Stored dataset items:
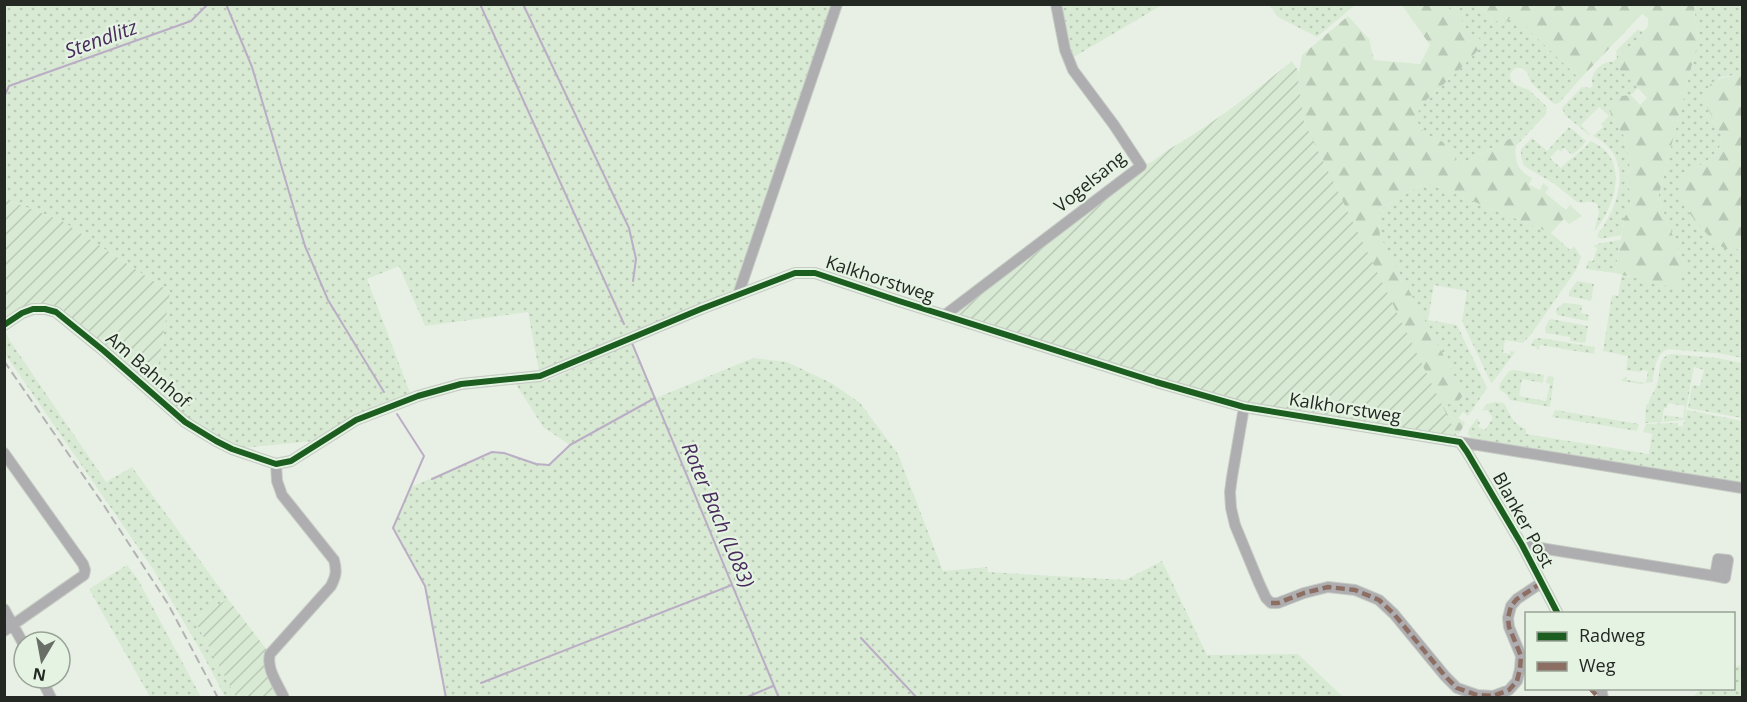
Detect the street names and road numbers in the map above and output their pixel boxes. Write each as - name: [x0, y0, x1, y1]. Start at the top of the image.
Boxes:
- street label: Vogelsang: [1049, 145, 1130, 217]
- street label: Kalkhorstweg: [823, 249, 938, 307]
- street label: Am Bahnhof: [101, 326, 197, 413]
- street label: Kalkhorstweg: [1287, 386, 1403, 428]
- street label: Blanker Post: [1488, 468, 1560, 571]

TASK TO CARRY OUT:
None of the pictures should appear; repeat the records exactly otherwise.

RESPONSE BELOW:
Detect the street names and road numbers in the map above and output their pixel boxes. Write each as - name: [x0, y0, x1, y1]. Start at the top of the image.
Boxes:
- street label: Vogelsang: [1049, 145, 1130, 217]
- street label: Kalkhorstweg: [823, 249, 938, 307]
- street label: Am Bahnhof: [101, 326, 197, 413]
- street label: Kalkhorstweg: [1287, 386, 1403, 428]
- street label: Blanker Post: [1488, 468, 1560, 571]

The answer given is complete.